O Senado acaba de aprovar um projeto de lei que carrega, em seu cerne, muito mais do que a previsão de um percentual mínimo para mulheres: o PL 1.246/2021, de autoria da deputada Tabata Amaral, de São Paulo, estabelece a obrigatoriedade de que ao menos 30% das cadeiras em conselhos de administração de empresas públicas sejam ocupadas por mulheres — sendo 30% dessas vagas destinadas a mulheres negras e/ou com deficiência.
Trata-se de uma conquista emblemática, construída por uma articulação vigorosa da sociedade civil, com protagonismo de grupos como o Grupo Mulheres do Brasil, Mulheres no Mercado e o Movimento Pessoas à Frente.
Mas qual é, de fato, o peso estrutural dessa medida?
A representatividade da mulher deve ser vista também como reparação.
Não se trata apenas de abrir espaço para que mulheres “também” participem — trata-se de reconhecer que, apesar de serem maioria na sociedade brasileira, as mulheres continuam sendo minoria nos espaços onde decisões centrais são tomadas.
Os dados são contundentes: segundo o IBGC - Instituto Brasileiro de Governança Corporativa (2024), apenas 16% dos cargos em conselhos de administração, fiscais e diretorias de empresas de capital aberto são ocupados por mulheres.
Em empresas estatais, esse cenário varia — de apenas 18% na Petrobras a 50% no Banco do Brasil, demonstrando um desequilíbrio que não é casual e causal, mas historicamente construído.
A política deve ser uma ferramenta de correção histórica.
A reserva de vagas prevista pelo PL 1.246/2021 não deve ser lida como um gesto de benevolência institucional, mas como um instrumento de justiça reparadora diante de séculos de exclusão e silenciamento das mulheres, sobretudo das mulheres negras e com deficiência, nos espaços de decisão. Representatividade, nesse contexto, não é favor — é correção de rota.

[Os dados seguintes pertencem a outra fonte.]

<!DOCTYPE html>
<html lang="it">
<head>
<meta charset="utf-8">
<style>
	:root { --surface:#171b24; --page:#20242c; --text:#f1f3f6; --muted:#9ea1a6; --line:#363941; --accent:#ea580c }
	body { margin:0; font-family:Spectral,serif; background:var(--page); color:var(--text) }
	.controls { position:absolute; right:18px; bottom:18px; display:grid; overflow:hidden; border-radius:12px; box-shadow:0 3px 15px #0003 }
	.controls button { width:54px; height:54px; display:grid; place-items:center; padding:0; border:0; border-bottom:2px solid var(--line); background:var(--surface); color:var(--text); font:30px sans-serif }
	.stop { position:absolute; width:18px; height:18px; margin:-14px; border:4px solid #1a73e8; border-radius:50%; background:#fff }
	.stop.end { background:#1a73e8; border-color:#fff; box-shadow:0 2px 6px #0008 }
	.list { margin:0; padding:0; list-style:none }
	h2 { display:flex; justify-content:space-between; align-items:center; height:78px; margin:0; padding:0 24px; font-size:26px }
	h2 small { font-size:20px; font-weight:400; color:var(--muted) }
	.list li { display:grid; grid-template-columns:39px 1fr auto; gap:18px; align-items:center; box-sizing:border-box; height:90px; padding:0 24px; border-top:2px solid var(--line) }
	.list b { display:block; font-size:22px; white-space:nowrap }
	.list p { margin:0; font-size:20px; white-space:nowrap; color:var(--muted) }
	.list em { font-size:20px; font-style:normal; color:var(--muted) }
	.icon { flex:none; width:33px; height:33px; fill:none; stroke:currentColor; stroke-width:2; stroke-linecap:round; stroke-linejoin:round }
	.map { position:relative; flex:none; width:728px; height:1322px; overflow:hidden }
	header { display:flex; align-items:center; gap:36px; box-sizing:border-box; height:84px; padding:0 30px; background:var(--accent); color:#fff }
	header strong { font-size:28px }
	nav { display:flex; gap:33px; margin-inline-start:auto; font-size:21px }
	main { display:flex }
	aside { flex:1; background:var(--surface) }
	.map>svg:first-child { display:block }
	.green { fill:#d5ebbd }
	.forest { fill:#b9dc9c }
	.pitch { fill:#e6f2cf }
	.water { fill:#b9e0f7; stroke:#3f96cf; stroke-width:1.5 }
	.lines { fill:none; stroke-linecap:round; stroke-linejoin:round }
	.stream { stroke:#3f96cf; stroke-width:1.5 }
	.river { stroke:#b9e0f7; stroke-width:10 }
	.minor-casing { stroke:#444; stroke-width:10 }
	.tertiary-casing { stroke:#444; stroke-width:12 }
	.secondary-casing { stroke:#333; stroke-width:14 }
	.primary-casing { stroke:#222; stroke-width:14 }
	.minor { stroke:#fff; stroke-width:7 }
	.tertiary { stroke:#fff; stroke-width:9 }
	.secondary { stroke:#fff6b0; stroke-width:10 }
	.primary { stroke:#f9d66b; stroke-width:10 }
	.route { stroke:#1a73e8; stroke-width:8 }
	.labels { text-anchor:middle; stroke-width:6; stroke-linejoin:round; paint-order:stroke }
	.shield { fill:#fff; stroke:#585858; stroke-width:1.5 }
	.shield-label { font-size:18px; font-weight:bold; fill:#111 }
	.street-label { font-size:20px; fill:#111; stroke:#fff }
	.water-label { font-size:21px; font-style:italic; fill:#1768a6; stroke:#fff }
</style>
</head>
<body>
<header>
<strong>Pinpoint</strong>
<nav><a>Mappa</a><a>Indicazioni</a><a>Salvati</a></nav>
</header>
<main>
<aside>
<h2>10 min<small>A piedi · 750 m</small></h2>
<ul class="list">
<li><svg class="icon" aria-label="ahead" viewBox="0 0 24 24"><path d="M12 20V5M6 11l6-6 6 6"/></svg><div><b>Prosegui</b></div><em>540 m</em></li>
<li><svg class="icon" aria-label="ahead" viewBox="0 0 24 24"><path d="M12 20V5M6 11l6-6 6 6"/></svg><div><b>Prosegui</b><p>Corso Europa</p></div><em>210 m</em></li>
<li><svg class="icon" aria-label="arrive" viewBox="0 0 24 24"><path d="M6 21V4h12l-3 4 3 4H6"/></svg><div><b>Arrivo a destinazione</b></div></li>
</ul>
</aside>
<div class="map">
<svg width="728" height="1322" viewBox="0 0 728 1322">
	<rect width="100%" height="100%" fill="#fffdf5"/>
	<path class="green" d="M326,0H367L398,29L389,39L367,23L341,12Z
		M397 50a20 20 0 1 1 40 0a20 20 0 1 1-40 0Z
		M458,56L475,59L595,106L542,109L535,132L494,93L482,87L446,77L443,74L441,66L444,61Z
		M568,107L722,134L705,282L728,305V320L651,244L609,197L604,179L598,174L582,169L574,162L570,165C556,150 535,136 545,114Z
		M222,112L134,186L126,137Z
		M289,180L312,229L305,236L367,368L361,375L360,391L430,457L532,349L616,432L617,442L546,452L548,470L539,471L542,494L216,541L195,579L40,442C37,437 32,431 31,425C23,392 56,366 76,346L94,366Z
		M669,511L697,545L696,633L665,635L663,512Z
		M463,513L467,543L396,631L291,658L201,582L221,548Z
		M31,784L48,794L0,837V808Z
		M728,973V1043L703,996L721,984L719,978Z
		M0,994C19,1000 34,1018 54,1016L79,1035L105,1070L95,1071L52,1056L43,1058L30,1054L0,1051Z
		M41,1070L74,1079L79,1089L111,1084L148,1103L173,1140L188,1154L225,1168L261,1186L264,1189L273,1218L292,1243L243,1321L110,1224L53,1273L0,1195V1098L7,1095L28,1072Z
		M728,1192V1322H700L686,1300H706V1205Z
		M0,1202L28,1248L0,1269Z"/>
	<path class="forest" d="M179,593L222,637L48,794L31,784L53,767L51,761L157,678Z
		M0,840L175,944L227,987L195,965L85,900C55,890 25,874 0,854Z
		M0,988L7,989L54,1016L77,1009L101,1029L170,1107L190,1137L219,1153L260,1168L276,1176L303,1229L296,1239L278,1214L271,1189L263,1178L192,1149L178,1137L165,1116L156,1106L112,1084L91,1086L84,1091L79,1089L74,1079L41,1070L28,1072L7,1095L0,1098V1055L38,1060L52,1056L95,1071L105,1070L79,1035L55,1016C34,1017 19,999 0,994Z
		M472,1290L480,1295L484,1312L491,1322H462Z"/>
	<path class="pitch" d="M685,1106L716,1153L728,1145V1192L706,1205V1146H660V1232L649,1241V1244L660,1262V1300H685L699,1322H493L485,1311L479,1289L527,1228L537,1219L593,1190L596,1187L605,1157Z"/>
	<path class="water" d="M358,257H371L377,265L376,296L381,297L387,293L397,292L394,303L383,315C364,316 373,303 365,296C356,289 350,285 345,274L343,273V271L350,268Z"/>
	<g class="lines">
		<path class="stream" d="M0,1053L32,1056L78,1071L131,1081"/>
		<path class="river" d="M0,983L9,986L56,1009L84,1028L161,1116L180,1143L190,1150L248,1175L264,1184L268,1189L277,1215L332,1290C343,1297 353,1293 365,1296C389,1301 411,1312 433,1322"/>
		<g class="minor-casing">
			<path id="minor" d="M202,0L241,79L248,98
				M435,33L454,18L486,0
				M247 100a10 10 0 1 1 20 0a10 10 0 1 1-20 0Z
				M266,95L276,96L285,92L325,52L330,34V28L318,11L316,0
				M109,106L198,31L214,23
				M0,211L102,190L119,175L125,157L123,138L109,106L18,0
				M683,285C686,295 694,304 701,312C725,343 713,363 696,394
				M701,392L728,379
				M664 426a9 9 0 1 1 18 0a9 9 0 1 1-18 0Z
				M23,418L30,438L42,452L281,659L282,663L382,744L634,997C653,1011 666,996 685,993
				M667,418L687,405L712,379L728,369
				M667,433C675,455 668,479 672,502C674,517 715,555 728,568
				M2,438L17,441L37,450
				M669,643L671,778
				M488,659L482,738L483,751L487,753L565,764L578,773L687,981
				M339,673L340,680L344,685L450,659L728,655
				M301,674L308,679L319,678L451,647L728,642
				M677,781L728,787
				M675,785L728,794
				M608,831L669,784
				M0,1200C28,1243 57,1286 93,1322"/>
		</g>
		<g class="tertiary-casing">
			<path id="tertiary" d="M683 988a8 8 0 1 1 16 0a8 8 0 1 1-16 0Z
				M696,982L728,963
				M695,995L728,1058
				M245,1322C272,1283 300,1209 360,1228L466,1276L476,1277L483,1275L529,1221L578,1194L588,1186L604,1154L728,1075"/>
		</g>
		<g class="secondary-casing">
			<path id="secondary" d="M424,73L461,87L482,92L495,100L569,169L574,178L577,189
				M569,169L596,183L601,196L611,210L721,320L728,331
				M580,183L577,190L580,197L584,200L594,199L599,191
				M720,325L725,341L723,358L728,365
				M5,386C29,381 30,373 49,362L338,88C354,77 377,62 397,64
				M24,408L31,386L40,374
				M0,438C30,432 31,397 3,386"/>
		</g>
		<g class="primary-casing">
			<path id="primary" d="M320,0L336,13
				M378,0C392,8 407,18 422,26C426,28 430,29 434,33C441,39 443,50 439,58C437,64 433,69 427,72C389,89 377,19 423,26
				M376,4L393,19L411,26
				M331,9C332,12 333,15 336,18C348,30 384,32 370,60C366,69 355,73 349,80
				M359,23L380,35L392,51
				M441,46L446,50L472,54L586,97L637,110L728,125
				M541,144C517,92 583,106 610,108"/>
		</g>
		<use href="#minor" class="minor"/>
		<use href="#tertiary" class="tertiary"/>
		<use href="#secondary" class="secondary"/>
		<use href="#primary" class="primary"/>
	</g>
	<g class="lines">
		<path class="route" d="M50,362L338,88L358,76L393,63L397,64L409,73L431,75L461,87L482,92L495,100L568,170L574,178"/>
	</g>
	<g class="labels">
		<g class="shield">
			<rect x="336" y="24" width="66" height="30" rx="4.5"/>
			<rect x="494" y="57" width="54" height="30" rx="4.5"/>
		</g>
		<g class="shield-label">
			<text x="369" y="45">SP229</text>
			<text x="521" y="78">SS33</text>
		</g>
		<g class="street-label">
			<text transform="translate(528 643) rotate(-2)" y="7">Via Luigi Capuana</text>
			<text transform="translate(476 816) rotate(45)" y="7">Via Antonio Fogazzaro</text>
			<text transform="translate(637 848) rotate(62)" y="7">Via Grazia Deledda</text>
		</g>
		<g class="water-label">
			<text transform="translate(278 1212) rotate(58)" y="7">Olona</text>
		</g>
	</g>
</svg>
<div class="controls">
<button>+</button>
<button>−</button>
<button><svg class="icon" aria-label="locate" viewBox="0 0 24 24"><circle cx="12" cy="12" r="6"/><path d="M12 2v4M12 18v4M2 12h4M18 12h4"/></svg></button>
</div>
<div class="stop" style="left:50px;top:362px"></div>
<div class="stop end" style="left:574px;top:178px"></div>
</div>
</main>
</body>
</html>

O projeto rompe com a ideia meritocrática descolada da realidade, ao admitir que o talento e a competência existem em abundância entre as mulheres, mas não têm encontrado as mesmas oportunidades para se expressar. Ao legislar pela presença feminina, o Estado não impõe, mas desbloqueia: desativa barreiras estruturais, simbólicas e institucionais que sempre impediram que as mulheres chegassem “por si sós” aos conselhos.
Diversidade não é apenas uma agenda social: é um imperativo estratégico. Estudos globais demonstram que instâncias decisórias compostas por perfis diversos geram melhores resultados, estimulam debates mais ricos, previnem riscos reputacionais e alinham as empresas com as demandas de um mercado cada vez mais atento à governança ESG. A multiplicidade de vozes fortalece a legitimidade das decisões e a sustentabilidade das organizações no longo prazo.
A aprovação do PL 1.246/2021, portanto, é também uma resposta pragmática às exigências contemporâneas de gestão. É, ao mesmo tempo, resposta ética e estratégia econômica.
Ao estabelecer cotas nas empresas estatais, o Brasil cria um novo parâmetro de excelência institucional. Estimula o setor privado a seguir o mesmo caminho e amplia a pressão por mudanças também em conselhos universitários, entidades reguladoras, organismos internacionais e fundações.

Referências geram referências. Ver mulheres em posições de poder não apenas empodera novas gerações, mas ressignifica os imaginários sociais sobre liderança, competência e autoridade.
O PL 1.246/2021 não se limita a alterar percentuais — ele reescreve os termos da inclusão no Brasil. Ele traduz em política pública uma demanda há muito expressa pelas ruas, pelas organizações, pelas mães, filhas, professoras, lideranças comunitárias e executivas que sustentam o país sem serem reconhecidas como parte legítima do seu comando.
Não estamos apenas falando de inclusão — estamos falando de eficiência democrática, de inteligência coletiva e de justiça histórica.